» **Description of the task**: Report, word for word, every line of the material that contains "rows".

» **Source records**:
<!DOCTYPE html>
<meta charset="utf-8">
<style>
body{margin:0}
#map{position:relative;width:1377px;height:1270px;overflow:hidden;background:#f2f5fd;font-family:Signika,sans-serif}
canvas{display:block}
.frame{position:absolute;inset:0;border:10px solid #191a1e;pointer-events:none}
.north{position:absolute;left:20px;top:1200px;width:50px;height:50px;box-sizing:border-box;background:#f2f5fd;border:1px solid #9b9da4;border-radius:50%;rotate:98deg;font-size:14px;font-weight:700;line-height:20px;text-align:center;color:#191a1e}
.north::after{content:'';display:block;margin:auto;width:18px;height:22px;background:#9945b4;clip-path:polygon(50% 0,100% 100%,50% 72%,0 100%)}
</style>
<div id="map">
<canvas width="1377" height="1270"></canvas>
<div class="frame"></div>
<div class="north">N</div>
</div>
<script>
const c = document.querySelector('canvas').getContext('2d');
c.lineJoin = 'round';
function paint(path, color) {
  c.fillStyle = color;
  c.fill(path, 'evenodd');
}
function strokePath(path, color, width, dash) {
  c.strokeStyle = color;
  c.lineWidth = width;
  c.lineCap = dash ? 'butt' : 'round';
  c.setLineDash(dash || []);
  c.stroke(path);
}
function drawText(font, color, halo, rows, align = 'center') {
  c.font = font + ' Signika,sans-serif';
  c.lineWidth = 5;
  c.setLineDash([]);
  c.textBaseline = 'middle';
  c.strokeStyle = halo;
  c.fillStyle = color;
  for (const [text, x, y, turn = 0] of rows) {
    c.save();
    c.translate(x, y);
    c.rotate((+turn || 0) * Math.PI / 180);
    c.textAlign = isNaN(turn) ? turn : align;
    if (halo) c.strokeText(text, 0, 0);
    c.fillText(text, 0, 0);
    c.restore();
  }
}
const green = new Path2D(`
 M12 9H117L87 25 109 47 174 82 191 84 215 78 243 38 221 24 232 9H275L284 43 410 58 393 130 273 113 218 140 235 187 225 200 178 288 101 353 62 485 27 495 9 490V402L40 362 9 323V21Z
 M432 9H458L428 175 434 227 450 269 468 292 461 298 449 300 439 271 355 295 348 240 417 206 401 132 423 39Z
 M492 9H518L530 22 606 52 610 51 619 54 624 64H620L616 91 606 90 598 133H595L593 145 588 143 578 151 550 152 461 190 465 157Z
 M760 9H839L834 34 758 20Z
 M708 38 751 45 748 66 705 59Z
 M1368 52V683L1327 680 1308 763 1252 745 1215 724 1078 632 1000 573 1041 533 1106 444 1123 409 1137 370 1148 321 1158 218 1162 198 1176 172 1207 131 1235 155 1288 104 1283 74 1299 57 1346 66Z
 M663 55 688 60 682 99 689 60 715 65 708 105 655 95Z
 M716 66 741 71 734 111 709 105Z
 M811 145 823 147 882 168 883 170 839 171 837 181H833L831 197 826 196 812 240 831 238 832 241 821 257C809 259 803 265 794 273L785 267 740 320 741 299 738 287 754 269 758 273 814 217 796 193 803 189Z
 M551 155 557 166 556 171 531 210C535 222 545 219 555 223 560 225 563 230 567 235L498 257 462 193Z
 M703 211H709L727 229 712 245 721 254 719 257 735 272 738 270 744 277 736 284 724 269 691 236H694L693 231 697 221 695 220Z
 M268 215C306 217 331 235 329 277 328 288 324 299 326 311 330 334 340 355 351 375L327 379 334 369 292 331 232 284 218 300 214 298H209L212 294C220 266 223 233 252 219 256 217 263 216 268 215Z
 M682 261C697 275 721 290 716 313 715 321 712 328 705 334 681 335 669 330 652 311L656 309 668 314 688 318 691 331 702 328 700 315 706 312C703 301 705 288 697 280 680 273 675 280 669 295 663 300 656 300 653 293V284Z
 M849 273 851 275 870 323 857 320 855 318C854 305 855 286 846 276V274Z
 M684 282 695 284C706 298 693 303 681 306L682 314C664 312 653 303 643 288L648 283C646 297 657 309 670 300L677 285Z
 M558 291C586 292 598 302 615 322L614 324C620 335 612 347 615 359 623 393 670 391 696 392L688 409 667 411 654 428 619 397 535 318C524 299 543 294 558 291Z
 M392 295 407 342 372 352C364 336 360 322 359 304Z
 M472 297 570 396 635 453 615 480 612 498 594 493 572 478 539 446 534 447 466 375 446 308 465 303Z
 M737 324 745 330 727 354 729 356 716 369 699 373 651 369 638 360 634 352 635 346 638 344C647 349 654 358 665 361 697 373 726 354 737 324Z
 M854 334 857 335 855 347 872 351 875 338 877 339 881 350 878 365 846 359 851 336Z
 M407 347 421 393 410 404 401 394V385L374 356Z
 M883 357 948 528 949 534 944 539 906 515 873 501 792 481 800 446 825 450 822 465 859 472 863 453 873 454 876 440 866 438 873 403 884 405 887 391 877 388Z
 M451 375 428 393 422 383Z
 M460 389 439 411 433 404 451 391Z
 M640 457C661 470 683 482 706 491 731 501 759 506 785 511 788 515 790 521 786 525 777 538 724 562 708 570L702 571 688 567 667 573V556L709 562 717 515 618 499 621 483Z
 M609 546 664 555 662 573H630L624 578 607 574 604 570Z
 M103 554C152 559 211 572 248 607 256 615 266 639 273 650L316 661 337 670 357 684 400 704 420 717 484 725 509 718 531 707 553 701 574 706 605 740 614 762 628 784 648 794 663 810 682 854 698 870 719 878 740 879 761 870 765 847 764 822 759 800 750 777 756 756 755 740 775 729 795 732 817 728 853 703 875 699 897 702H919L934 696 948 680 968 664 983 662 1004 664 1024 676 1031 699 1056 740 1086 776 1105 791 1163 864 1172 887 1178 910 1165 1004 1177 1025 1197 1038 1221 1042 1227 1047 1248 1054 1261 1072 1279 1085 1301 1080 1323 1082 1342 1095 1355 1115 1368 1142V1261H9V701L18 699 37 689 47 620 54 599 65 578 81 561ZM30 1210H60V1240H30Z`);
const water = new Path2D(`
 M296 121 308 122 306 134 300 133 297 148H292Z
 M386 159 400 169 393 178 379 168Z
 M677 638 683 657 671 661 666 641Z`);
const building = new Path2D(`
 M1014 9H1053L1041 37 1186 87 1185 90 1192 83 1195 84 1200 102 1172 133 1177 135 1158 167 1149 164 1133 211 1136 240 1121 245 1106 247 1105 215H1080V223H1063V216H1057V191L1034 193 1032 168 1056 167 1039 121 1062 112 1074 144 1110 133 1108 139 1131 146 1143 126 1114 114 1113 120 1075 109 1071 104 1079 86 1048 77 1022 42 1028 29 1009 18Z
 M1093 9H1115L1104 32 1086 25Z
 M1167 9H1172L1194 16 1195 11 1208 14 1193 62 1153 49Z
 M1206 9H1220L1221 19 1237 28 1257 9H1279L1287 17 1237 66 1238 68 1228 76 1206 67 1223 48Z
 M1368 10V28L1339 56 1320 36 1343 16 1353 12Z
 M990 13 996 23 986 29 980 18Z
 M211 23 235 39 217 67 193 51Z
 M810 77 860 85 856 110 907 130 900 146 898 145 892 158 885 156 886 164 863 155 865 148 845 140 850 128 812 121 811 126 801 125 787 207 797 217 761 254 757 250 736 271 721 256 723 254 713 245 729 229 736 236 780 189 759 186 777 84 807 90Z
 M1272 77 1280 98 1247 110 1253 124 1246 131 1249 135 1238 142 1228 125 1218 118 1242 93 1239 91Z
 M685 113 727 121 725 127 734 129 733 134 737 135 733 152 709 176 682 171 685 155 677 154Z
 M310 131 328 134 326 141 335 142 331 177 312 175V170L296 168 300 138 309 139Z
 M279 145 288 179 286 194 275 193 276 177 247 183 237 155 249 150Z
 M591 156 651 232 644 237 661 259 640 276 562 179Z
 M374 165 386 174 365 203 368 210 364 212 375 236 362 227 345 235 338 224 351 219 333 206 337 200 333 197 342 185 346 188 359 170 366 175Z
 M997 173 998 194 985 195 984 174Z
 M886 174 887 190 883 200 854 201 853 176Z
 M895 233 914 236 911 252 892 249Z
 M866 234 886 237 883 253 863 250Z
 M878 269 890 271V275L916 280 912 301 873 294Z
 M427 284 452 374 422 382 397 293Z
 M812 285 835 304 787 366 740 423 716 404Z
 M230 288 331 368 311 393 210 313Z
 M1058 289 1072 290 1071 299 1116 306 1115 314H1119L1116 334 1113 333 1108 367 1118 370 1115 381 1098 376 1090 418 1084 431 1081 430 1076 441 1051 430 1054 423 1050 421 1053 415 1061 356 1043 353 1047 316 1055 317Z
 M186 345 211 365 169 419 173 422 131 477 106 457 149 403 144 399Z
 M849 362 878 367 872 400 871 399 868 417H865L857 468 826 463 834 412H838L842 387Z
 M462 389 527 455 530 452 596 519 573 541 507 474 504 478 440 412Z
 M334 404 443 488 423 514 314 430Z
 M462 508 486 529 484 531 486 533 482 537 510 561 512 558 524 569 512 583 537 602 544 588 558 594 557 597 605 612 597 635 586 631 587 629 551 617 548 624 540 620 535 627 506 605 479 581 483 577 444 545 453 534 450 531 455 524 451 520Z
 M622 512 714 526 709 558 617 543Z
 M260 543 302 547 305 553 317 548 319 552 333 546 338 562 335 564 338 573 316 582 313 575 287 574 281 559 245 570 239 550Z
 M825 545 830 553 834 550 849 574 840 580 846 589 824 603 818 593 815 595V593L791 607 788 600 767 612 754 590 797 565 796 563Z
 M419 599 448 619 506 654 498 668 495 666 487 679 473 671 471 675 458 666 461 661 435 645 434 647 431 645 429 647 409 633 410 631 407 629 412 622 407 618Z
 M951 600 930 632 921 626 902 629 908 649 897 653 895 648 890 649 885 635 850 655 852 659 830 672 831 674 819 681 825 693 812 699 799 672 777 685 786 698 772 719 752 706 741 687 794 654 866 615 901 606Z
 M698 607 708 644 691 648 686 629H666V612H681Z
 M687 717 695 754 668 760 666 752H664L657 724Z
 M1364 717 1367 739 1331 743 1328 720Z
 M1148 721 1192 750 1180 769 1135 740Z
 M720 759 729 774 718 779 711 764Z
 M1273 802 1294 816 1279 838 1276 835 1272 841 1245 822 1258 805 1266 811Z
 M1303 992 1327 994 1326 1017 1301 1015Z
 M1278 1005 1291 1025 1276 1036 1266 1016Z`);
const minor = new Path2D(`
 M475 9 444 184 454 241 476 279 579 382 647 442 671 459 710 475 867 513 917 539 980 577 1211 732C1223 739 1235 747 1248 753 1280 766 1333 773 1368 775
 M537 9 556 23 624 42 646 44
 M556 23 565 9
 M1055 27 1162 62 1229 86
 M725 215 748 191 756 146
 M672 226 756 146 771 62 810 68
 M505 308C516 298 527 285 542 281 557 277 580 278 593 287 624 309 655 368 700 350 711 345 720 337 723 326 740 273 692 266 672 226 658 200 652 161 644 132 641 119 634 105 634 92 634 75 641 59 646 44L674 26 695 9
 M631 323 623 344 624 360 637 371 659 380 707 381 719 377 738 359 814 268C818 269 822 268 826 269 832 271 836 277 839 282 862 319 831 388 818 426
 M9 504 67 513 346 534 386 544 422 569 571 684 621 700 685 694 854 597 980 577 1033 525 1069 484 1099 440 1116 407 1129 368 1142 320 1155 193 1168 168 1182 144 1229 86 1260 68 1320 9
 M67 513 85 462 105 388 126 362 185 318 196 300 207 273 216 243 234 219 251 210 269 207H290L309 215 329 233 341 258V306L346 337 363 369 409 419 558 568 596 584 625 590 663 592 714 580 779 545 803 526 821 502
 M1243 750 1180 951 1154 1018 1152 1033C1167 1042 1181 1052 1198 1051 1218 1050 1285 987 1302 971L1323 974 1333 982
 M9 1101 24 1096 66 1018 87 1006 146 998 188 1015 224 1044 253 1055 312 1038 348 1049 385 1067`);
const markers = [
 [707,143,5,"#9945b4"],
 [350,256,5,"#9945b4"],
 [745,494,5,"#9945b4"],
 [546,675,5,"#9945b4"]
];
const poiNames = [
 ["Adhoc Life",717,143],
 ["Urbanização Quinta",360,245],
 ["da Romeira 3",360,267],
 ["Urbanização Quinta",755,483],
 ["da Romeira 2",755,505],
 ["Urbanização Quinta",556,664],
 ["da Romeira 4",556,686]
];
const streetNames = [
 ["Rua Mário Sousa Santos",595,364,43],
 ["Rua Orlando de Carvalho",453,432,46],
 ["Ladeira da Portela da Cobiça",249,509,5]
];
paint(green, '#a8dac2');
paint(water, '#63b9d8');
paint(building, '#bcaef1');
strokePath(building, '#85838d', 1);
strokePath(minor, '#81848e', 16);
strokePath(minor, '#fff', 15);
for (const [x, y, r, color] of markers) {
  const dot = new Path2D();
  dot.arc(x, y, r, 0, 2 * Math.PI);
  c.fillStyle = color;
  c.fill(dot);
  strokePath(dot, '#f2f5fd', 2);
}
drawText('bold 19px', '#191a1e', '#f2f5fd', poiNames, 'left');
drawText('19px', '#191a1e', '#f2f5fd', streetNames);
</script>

» **Task answer**:
function drawText(font, color, halo, rows, align = 'center') {
  for (const [text, x, y, turn = 0] of rows) {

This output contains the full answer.